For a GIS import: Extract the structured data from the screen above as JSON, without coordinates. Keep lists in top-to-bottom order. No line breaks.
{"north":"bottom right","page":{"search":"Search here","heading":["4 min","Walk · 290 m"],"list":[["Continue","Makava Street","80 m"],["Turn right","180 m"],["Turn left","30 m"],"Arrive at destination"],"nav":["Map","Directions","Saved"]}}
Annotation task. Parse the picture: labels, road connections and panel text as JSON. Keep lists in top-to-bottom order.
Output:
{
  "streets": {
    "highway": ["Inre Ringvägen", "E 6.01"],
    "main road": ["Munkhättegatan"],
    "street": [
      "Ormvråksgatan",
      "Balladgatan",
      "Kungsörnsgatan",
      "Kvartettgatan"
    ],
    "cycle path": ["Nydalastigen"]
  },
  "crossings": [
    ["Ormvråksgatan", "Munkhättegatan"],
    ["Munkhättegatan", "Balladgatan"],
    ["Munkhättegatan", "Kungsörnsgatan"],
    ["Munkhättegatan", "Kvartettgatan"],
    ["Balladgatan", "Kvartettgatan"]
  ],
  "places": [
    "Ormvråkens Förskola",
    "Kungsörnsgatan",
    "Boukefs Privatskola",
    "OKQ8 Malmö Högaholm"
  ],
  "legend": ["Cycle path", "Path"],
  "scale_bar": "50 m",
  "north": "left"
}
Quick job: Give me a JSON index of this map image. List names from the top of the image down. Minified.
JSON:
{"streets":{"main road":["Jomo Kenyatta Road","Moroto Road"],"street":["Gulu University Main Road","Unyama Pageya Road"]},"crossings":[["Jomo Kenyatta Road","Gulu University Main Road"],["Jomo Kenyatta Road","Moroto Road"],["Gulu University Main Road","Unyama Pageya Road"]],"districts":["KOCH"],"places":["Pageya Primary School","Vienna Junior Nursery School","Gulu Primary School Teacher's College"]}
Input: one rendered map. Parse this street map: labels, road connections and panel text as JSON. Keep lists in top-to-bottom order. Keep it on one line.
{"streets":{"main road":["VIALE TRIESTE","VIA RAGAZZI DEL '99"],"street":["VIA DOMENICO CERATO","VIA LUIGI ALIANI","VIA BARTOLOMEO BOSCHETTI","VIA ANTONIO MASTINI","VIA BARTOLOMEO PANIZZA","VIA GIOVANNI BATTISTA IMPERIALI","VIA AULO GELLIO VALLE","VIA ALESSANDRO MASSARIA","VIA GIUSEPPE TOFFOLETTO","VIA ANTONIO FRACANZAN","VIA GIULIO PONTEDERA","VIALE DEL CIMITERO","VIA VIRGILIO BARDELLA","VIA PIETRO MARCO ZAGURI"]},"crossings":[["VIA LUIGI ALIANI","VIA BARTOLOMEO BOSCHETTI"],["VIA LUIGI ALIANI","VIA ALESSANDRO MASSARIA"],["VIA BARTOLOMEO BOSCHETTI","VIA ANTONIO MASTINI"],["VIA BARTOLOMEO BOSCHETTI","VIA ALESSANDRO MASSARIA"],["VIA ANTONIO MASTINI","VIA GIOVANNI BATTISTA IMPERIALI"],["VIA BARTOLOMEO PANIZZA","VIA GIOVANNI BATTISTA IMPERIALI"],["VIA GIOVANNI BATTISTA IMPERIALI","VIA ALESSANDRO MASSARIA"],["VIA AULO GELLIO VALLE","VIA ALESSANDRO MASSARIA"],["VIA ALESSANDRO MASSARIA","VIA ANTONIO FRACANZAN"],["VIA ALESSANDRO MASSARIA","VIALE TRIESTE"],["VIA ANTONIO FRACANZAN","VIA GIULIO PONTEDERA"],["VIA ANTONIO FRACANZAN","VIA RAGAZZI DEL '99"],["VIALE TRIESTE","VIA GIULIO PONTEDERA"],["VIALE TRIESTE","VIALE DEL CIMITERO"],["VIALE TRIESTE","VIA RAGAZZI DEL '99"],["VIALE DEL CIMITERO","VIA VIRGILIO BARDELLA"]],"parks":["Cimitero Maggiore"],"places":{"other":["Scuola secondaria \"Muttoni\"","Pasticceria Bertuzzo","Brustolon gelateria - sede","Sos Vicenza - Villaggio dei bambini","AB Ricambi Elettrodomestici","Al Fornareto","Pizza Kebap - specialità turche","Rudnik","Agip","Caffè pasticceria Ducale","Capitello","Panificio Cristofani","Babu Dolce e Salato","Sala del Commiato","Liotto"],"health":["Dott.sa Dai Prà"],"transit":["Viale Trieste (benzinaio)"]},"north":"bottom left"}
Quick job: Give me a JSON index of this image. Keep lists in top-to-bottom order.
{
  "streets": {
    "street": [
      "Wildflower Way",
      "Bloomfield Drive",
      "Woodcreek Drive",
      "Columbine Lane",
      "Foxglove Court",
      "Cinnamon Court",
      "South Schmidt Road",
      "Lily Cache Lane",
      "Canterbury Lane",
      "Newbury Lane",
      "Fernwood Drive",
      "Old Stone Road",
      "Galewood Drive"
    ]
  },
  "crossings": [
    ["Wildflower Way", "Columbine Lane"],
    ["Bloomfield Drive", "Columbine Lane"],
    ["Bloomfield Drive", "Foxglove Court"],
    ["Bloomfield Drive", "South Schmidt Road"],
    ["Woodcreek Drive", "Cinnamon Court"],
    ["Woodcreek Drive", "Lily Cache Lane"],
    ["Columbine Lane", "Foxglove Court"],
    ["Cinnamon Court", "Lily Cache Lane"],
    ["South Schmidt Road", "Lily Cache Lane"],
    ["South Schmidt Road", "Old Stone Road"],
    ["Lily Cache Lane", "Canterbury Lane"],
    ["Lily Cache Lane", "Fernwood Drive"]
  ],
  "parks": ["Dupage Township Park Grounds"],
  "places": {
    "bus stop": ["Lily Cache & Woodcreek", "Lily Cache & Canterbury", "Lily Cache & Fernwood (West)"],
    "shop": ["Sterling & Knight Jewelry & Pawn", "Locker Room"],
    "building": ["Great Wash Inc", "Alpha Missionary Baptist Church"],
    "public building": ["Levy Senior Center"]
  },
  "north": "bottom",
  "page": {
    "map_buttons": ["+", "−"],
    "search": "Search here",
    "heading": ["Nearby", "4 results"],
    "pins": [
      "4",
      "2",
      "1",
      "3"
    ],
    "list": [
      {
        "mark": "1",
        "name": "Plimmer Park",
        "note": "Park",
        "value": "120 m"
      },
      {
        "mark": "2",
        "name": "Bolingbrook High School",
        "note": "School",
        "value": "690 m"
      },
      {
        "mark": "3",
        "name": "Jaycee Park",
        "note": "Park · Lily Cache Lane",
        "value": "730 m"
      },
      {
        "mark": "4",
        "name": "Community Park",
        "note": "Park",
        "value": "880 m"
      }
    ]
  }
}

* _INSTRUCTIONS TO FOLLOW_
Each line of the data above needs to be returned exactly.

* _ANSWER BOX_
For a GIS import: Extract the structured data from the screen above as JSON, without coordinates. Keep lists in top-to-bottom order. No line breaks.
{"north":"bottom right","page":{"search":"Search here","heading":["4 min","Walk · 290 m"],"list":[["Continue","Makava Street","80 m"],["Turn right","180 m"],["Turn left","30 m"],"Arrive at destination"],"nav":["Map","Directions","Saved"]}}
Annotation task. Parse the picture: labels, road connections and panel text as JSON. Keep lists in top-to-bottom order.
Output:
{
  "streets": {
    "highway": ["Inre Ringvägen", "E 6.01"],
    "main road": ["Munkhättegatan"],
    "street": [
      "Ormvråksgatan",
      "Balladgatan",
      "Kungsörnsgatan",
      "Kvartettgatan"
    ],
    "cycle path": ["Nydalastigen"]
  },
  "crossings": [
    ["Ormvråksgatan", "Munkhättegatan"],
    ["Munkhättegatan", "Balladgatan"],
    ["Munkhättegatan", "Kungsörnsgatan"],
    ["Munkhättegatan", "Kvartettgatan"],
    ["Balladgatan", "Kvartettgatan"]
  ],
  "places": [
    "Ormvråkens Förskola",
    "Kungsörnsgatan",
    "Boukefs Privatskola",
    "OKQ8 Malmö Högaholm"
  ],
  "legend": ["Cycle path", "Path"],
  "scale_bar": "50 m",
  "north": "left"
}
Quick job: Give me a JSON index of this map image. List names from the top of the image down. Minified.
JSON:
{"streets":{"main road":["Jomo Kenyatta Road","Moroto Road"],"street":["Gulu University Main Road","Unyama Pageya Road"]},"crossings":[["Jomo Kenyatta Road","Gulu University Main Road"],["Jomo Kenyatta Road","Moroto Road"],["Gulu University Main Road","Unyama Pageya Road"]],"districts":["KOCH"],"places":["Pageya Primary School","Vienna Junior Nursery School","Gulu Primary School Teacher's College"]}
Input: one rendered map. Parse this street map: labels, road connections and panel text as JSON. Keep lists in top-to-bottom order. Keep it on one line.
{"streets":{"main road":["VIALE TRIESTE","VIA RAGAZZI DEL '99"],"street":["VIA DOMENICO CERATO","VIA LUIGI ALIANI","VIA BARTOLOMEO BOSCHETTI","VIA ANTONIO MASTINI","VIA BARTOLOMEO PANIZZA","VIA GIOVANNI BATTISTA IMPERIALI","VIA AULO GELLIO VALLE","VIA ALESSANDRO MASSARIA","VIA GIUSEPPE TOFFOLETTO","VIA ANTONIO FRACANZAN","VIA GIULIO PONTEDERA","VIALE DEL CIMITERO","VIA VIRGILIO BARDELLA","VIA PIETRO MARCO ZAGURI"]},"crossings":[["VIA LUIGI ALIANI","VIA BARTOLOMEO BOSCHETTI"],["VIA LUIGI ALIANI","VIA ALESSANDRO MASSARIA"],["VIA BARTOLOMEO BOSCHETTI","VIA ANTONIO MASTINI"],["VIA BARTOLOMEO BOSCHETTI","VIA ALESSANDRO MASSARIA"],["VIA ANTONIO MASTINI","VIA GIOVANNI BATTISTA IMPERIALI"],["VIA BARTOLOMEO PANIZZA","VIA GIOVANNI BATTISTA IMPERIALI"],["VIA GIOVANNI BATTISTA IMPERIALI","VIA ALESSANDRO MASSARIA"],["VIA AULO GELLIO VALLE","VIA ALESSANDRO MASSARIA"],["VIA ALESSANDRO MASSARIA","VIA ANTONIO FRACANZAN"],["VIA ALESSANDRO MASSARIA","VIALE TRIESTE"],["VIA ANTONIO FRACANZAN","VIA GIULIO PONTEDERA"],["VIA ANTONIO FRACANZAN","VIA RAGAZZI DEL '99"],["VIALE TRIESTE","VIA GIULIO PONTEDERA"],["VIALE TRIESTE","VIALE DEL CIMITERO"],["VIALE TRIESTE","VIA RAGAZZI DEL '99"],["VIALE DEL CIMITERO","VIA VIRGILIO BARDELLA"]],"parks":["Cimitero Maggiore"],"places":{"other":["Scuola secondaria \"Muttoni\"","Pasticceria Bertuzzo","Brustolon gelateria - sede","Sos Vicenza - Villaggio dei bambini","AB Ricambi Elettrodomestici","Al Fornareto","Pizza Kebap - specialità turche","Rudnik","Agip","Caffè pasticceria Ducale","Capitello","Panificio Cristofani","Babu Dolce e Salato","Sala del Commiato","Liotto"],"health":["Dott.sa Dai Prà"],"transit":["Viale Trieste (benzinaio)"]},"north":"bottom left"}
Quick job: Give me a JSON index of this image. Keep lists in top-to-bottom order.
{
  "streets": {
    "street": [
      "Wildflower Way",
      "Bloomfield Drive",
      "Woodcreek Drive",
      "Columbine Lane",
      "Foxglove Court",
      "Cinnamon Court",
      "South Schmidt Road",
      "Lily Cache Lane",
      "Canterbury Lane",
      "Newbury Lane",
      "Fernwood Drive",
      "Old Stone Road",
      "Galewood Drive"
    ]
  },
  "crossings": [
    ["Wildflower Way", "Columbine Lane"],
    ["Bloomfield Drive", "Columbine Lane"],
    ["Bloomfield Drive", "Foxglove Court"],
    ["Bloomfield Drive", "South Schmidt Road"],
    ["Woodcreek Drive", "Cinnamon Court"],
    ["Woodcreek Drive", "Lily Cache Lane"],
    ["Columbine Lane", "Foxglove Court"],
    ["Cinnamon Court", "Lily Cache Lane"],
    ["South Schmidt Road", "Lily Cache Lane"],
    ["South Schmidt Road", "Old Stone Road"],
    ["Lily Cache Lane", "Canterbury Lane"],
    ["Lily Cache Lane", "Fernwood Drive"]
  ],
  "parks": ["Dupage Township Park Grounds"],
  "places": {
    "bus stop": ["Lily Cache & Woodcreek", "Lily Cache & Canterbury", "Lily Cache & Fernwood (West)"],
    "shop": ["Sterling & Knight Jewelry & Pawn", "Locker Room"],
    "building": ["Great Wash Inc", "Alpha Missionary Baptist Church"],
    "public building": ["Levy Senior Center"]
  },
  "north": "bottom",
  "page": {
    "map_buttons": ["+", "−"],
    "search": "Search here",
    "heading": ["Nearby", "4 results"],
    "pins": [
      "4",
      "2",
      "1",
      "3"
    ],
    "list": [
      {
        "mark": "1",
        "name": "Plimmer Park",
        "note": "Park",
        "value": "120 m"
      },
      {
        "mark": "2",
        "name": "Bolingbrook High School",
        "note": "School",
        "value": "690 m"
      },
      {
        "mark": "3",
        "name": "Jaycee Park",
        "note": "Park · Lily Cache Lane",
        "value": "730 m"
      },
      {
        "mark": "4",
        "name": "Community Park",
        "note": "Park",
        "value": "880 m"
      }
    ]
  }
}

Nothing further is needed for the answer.